Computational chemistry simulated force field

The OPLS (Optimized Potentials for Liquid Simulations) force field was developed by Prof. William L. Jorgensen at Purdue University and later at Yale University, and is being further developed commercially by Schrödinger, Inc.

==Functional form==

The functional form of the OPLS force field is very similar to that of AMBER:

$E \left(r^N \right ) = E_\mathrm{bonds} + E_\mathrm{angles} + E_\mathrm{dihedrals} + E_\mathrm{nonbonded}$

$E_\mathrm{bonds} = \sum_\mathrm{bonds} K_r (r-r_0)^2 \,$

$E_\mathrm{angles} = \sum_\mathrm{angles} k_\theta (\theta-\theta_0)^2 \,$

$$E_\mathrm{dihedrals} = \sum_\mathrm{dihedrals} \left( \frac {V_1} {2} \left [ 1 + \cos (\phi-\phi_1) \right ]
                + \frac {V_2} {2} \left [ 1 - \cos (2\phi-\phi_2) \right ]
                + \frac {V_3} {2} \left [ 1 + \cos (3\phi-\phi_3) \right ]
                + \frac {V_4} {2} \left [ 1 - \cos (4\phi-\phi_4) \right ] \right)$$

$$E_\mathrm{nonbonded} = \sum_{i>j} f_{ij} \left(
                    \frac {A_{ij}}{r_{ij}^{12}} - \frac {C_{ij}}{r_{ij}^6}
                    + \frac {q_iq_j e^2}{4\pi\epsilon_0 r_{ij}} \right)$$

with the combining rules $A_{ij} = \sqrt{A_{ii} A_{jj}}$ and $C_{ij} = \sqrt{C_{ii}C_{jj}}$.
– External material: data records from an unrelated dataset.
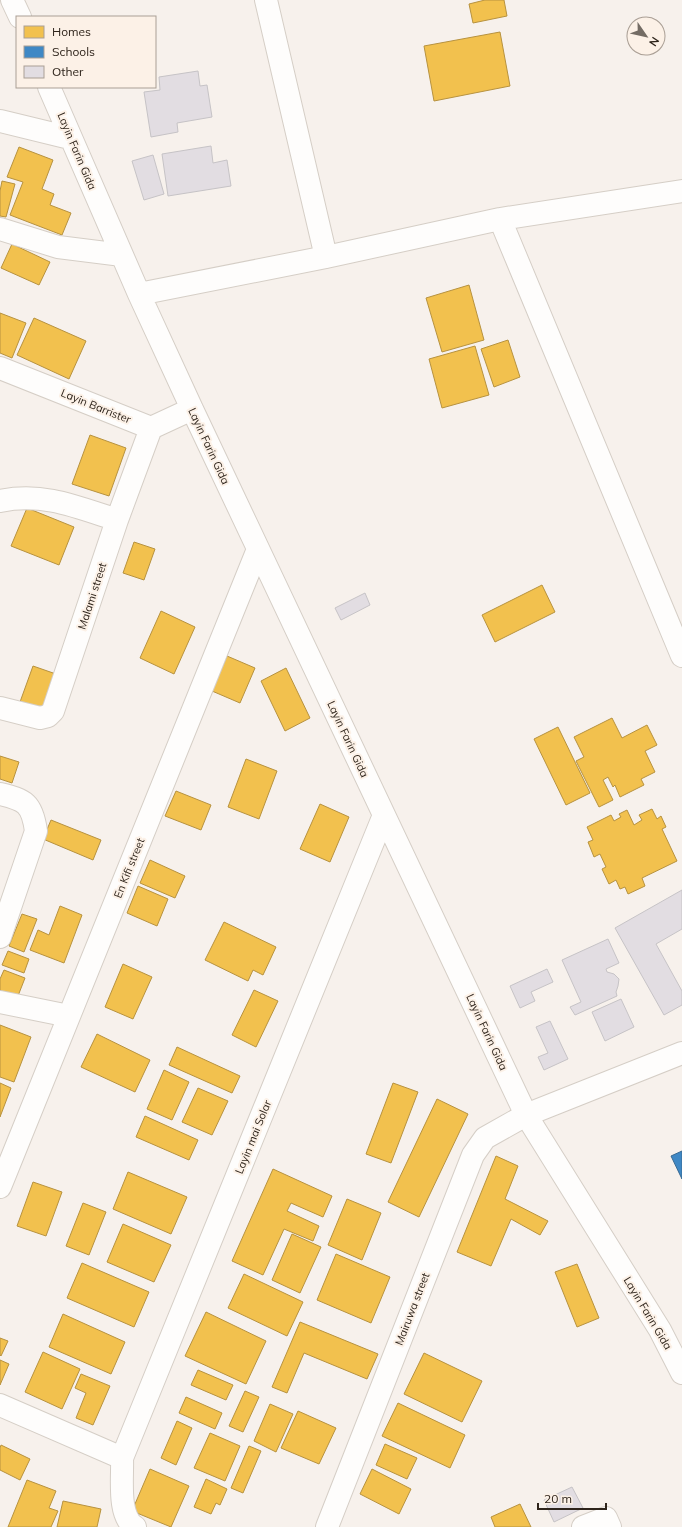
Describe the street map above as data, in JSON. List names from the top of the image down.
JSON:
{
  "streets": {
    "street": [
      "Layin Farin Gida",
      "Layin Barrister",
      "Malami street",
      "En Kifi street",
      "Layin mai Solar",
      "Mairuwa street"
    ]
  },
  "crossings": [
    ["Layin Farin Gida", "En Kifi street"],
    ["Layin Farin Gida", "Layin mai Solar"],
    ["Layin Farin Gida", "Mairuwa street"],
    ["Layin Barrister", "Malami street"]
  ],
  "legend": ["Homes", "Schools", "Other"],
  "scale_bar": "20 m",
  "north": "bottom right"
}
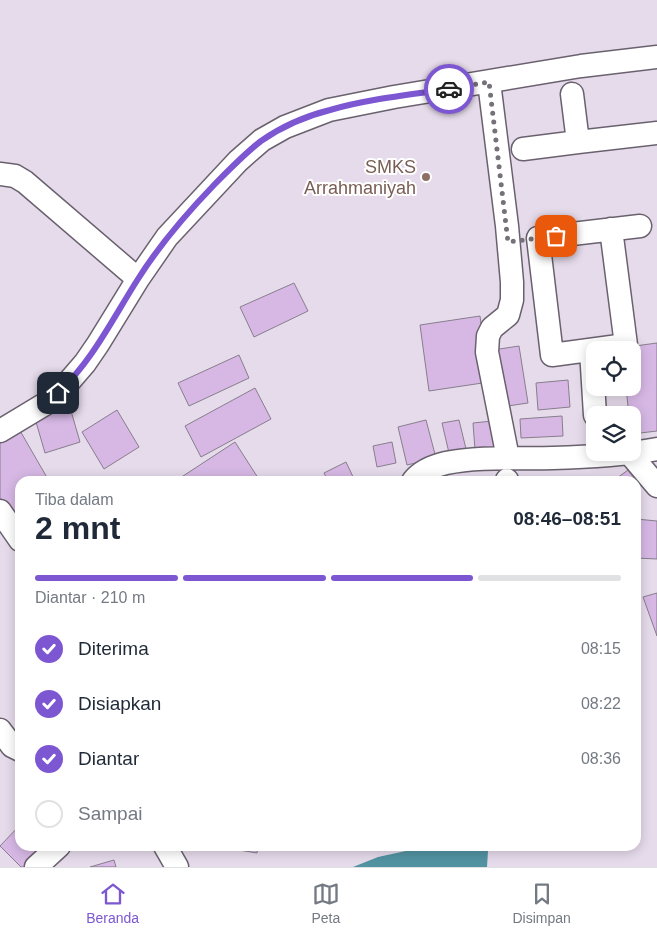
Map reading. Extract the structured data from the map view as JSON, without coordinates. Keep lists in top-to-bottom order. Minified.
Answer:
{"places":["SMKS Arrahmaniyah"],"page":{"heading":["2 mnt","Tiba dalam","08:46–08:51"],"bar":"Diantar · 210 m","list":[["Diterima","08:15"],["Disiapkan","08:22"],["Diantar","08:36"],"Sampai"],"tabs":["Beranda","Peta","Disimpan"]}}
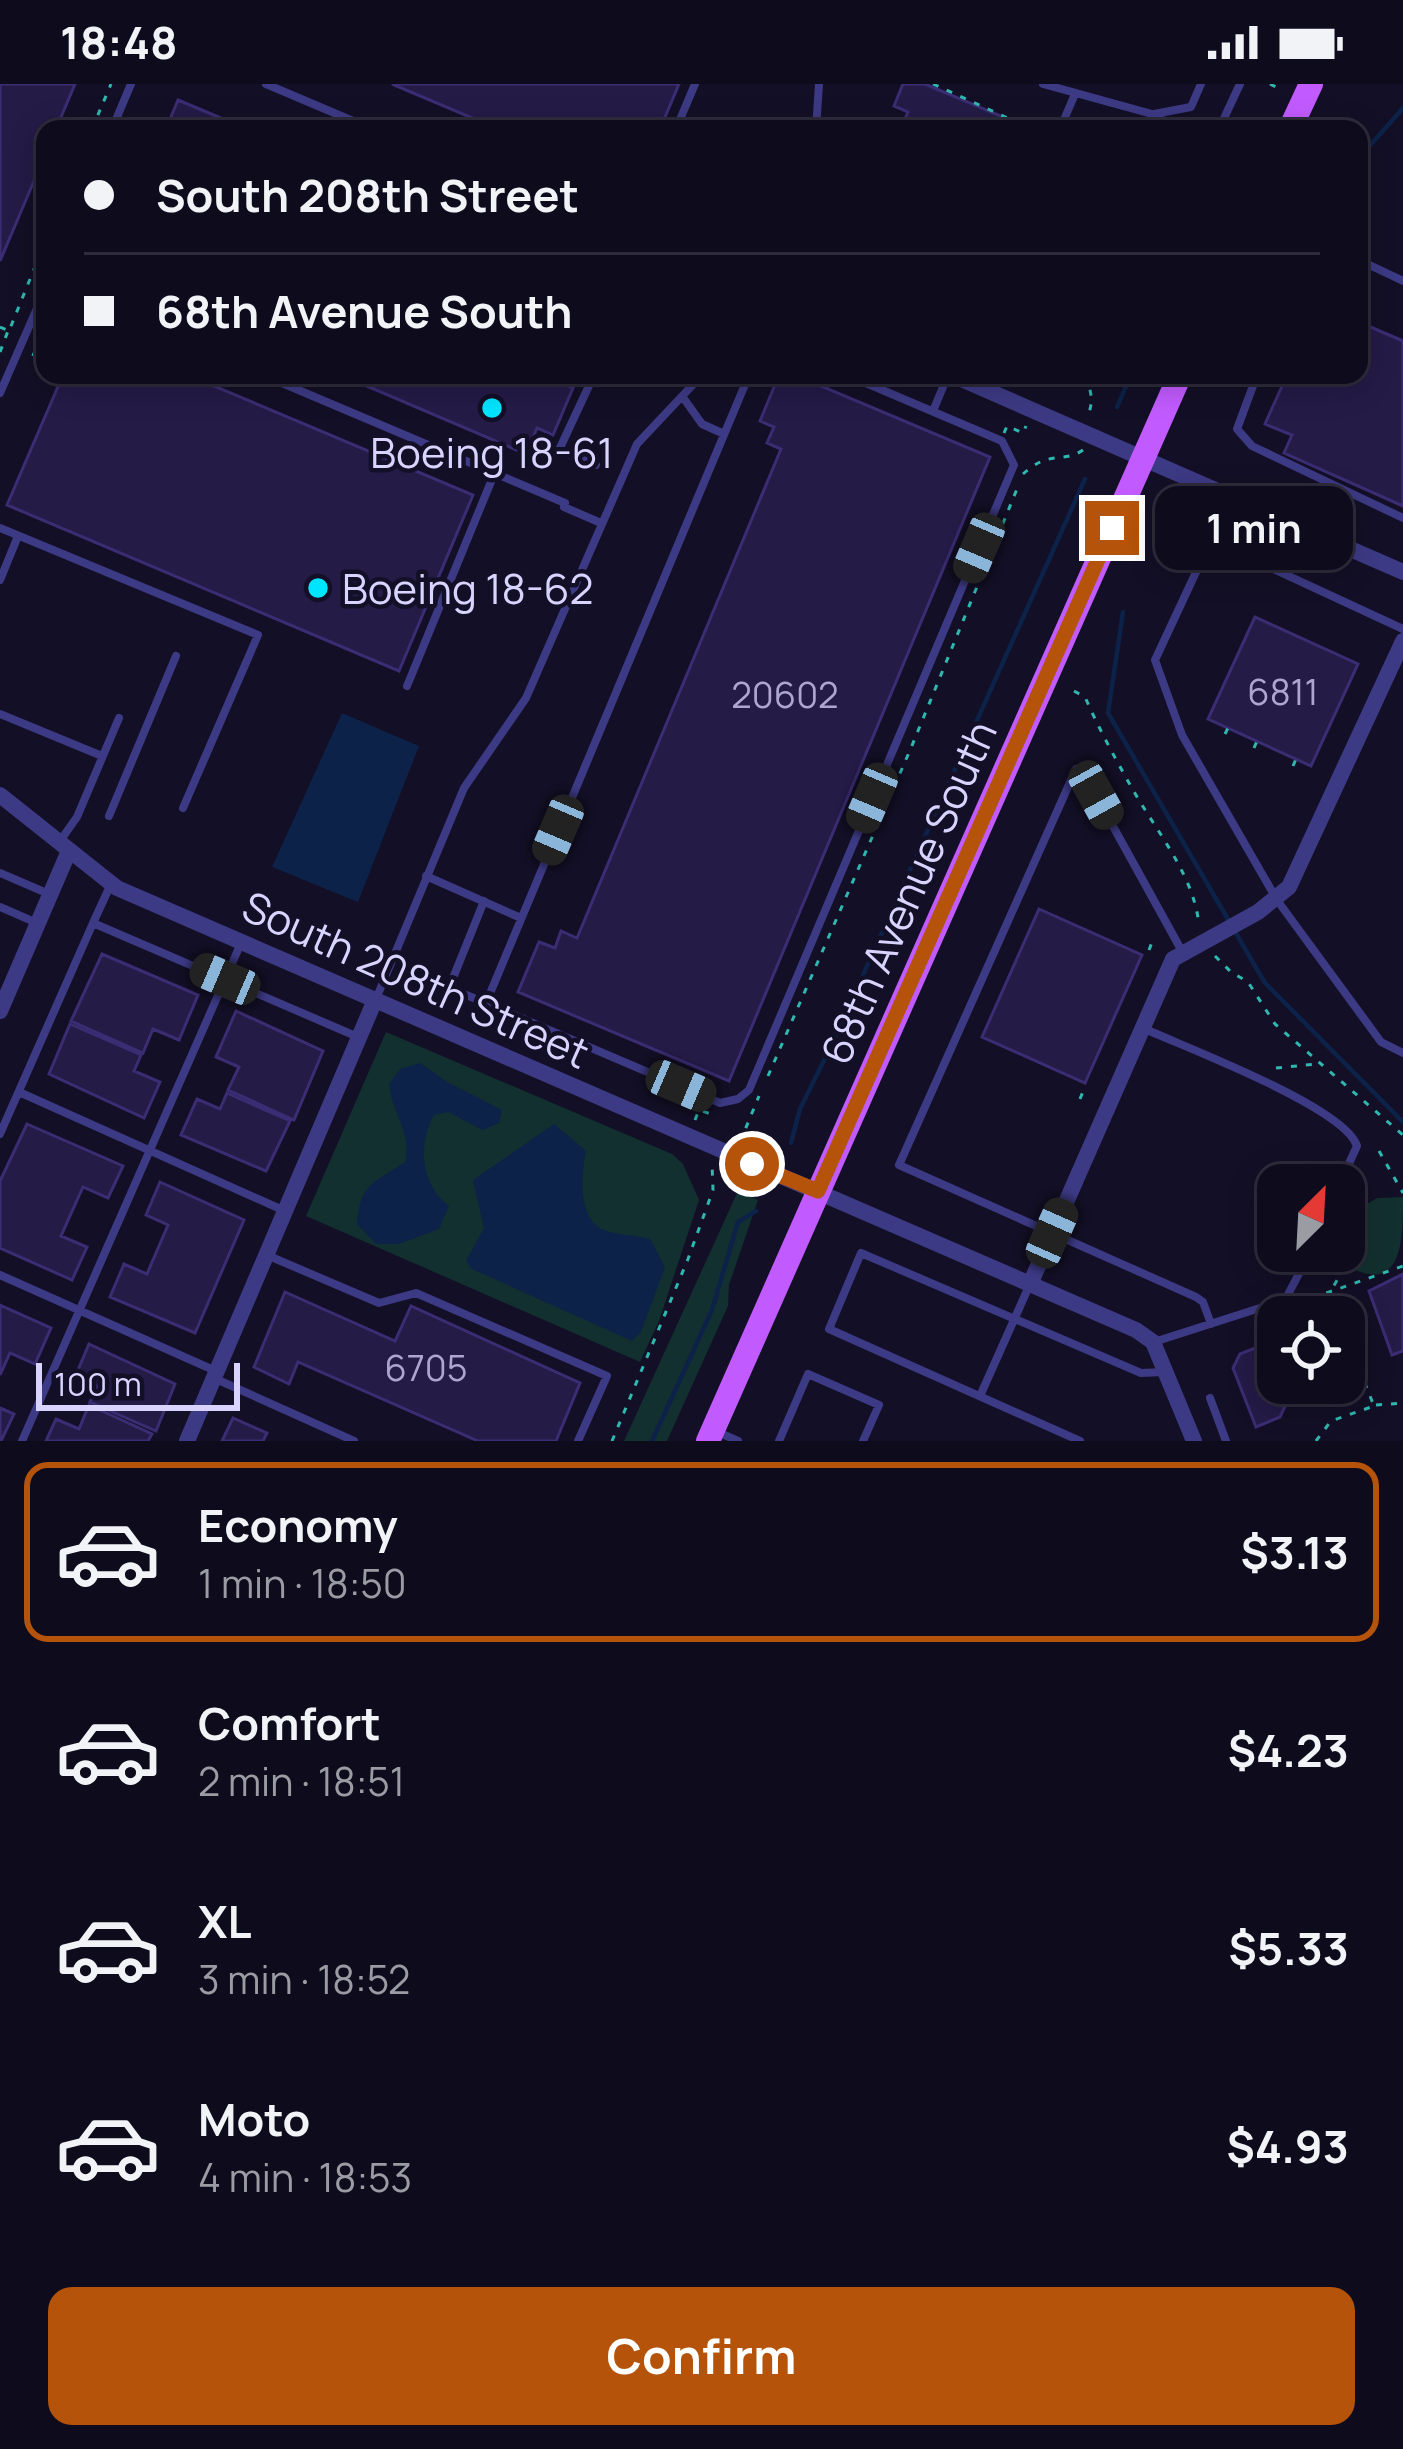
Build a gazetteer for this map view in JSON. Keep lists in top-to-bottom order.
{
  "streets": {
    "main road": ["68th Avenue South"],
    "street": ["South 208th Street"]
  },
  "crossings": [
    ["68th Avenue South", "South 208th Street"]
  ],
  "places": ["Boeing 18-61", "Boeing 18-62"],
  "house_numbers": ["6811", "20602", "6705"],
  "scale_bar": "100 m",
  "north": "top right",
  "page": {
    "status": "18:48",
    "banner": ["South 208th Street", "68th Avenue South"],
    "bubble": "1 min",
    "scale": "100 m",
    "list": [
      {
        "name": "Economy",
        "note": "1 min · 18:50",
        "value": "$3.13"
      },
      {
        "name": "Comfort",
        "note": "2 min · 18:51",
        "value": "$4.23"
      },
      {
        "name": "XL",
        "note": "3 min · 18:52",
        "value": "$5.33"
      },
      {
        "name": "Moto",
        "note": "4 min · 18:53",
        "value": "$4.93"
      }
    ],
    "buttons": "Confirm"
  }
}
Intramolecular nonbonded interactions $E_\mathrm{nonbonded}$ are counted only for atoms three or more bonds apart; 1,4 interactions are scaled down by the "fudge factor" $f_{ij} = 0.5$, otherwise $f_{ij} = 1.0$. All the interaction sites are centered on the atoms; there are no "lone pairs".

==Parameterization==

Several sets of OPLS parameters have been published. There is OPLS-ua (united atom), which includes hydrogen atoms next to carbon implicitly in the carbon parameters, and can be used to save simulation time. OPLS-aa (all atom) includes every atom explicitly. Later publications include parameters for other specific functional groups and types of molecules such as carbohydrates. OPLS simulations in aqueous solution typically use the TIP4P or TIP3P water model.

A distinctive feature of the OPLS parameters is that they were optimized to fit experimental properties of liquids, such as density and heat of vaporization, in addition to fitting gas-phase torsional profiles.

==Implementation==

The reference implementations of the OPLS force field are the BOSS and MCPRO programs developed by Jorgensen. Other packages such as TINKER, GROMACS, PCMODEL, Abalone, LAMMPS, Desmond and NAMD also implement OPLS force fields.